Trying to get it to display the encodings of the vector elements gives
this:

> Encoding(house.names)
[1] "unknown" "unknown" "unknown" "unknown" "unknown"

Even if I try to force the encoding to UTF-8 with enc2utf8() it still
tells me "unknown". 

Thinking this is perhaps an emacs problem, I tried running the R
program in BATCH mode at the command line, and got this:

[1] "LC_CTYPE=ja_JP.UTF-8;LC_NUMERIC=C;LC_TIME=ja_JP.UTF-
8;LC_COLLATE=ja_JP.UTF-8;LC_MONETARY=ja_JP.UTF-
8;LC_MESSAGES=en_US;LC_PAPER=en_US;LC_NAME=C;LC_ADDRESS=C;LC_TELEPHONE=
C;LC_MEASUREMENT=en_US;LC_IDENTIFICATION=C"
[1] "name"               "å¹³å±"               "ã©ããã®ãã³ã·ã§ã³"
[4] "湯河åãã³ã·ã§ã³"   "ç±æµ·ãã³ã·ã§ã³"    
[1] "unknown" "UTF-8"   "UTF-8"   "UTF-8"   "UTF-8"  

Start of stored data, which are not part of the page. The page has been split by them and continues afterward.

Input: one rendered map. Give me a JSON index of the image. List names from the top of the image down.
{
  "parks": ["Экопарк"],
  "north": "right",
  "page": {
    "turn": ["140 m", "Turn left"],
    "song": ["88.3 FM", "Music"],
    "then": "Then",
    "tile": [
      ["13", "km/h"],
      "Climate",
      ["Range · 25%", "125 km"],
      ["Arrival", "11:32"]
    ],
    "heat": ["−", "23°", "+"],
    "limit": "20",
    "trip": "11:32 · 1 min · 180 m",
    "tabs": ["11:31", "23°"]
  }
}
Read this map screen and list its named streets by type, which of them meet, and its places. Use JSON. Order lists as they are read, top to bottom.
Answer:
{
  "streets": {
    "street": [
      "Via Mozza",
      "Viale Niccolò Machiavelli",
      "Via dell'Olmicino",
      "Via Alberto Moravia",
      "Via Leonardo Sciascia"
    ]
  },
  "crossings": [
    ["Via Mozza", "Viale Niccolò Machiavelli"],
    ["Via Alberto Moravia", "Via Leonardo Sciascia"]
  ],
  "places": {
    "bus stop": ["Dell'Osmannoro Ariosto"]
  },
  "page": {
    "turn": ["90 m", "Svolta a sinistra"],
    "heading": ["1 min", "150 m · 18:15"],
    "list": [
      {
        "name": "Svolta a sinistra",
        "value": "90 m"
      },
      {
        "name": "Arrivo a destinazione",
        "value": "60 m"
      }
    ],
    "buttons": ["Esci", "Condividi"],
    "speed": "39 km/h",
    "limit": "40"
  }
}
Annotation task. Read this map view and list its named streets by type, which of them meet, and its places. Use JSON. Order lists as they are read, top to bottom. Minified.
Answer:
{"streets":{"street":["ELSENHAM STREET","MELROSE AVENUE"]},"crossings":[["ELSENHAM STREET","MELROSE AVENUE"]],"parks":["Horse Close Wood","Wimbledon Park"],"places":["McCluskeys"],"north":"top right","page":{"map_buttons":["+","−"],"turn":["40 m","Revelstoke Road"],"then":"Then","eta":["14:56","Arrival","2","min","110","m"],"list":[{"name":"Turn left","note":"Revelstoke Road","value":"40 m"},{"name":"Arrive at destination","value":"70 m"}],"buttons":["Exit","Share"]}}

Running it in BATCH does print out the vector elements, and does get
the encoding set correctly (except for the first element), but the
vector elements are not displayed correctly (but at least they're not
blank), and then later in the program where the vector elements appear
as graph axis tick labels, they just print out as dots.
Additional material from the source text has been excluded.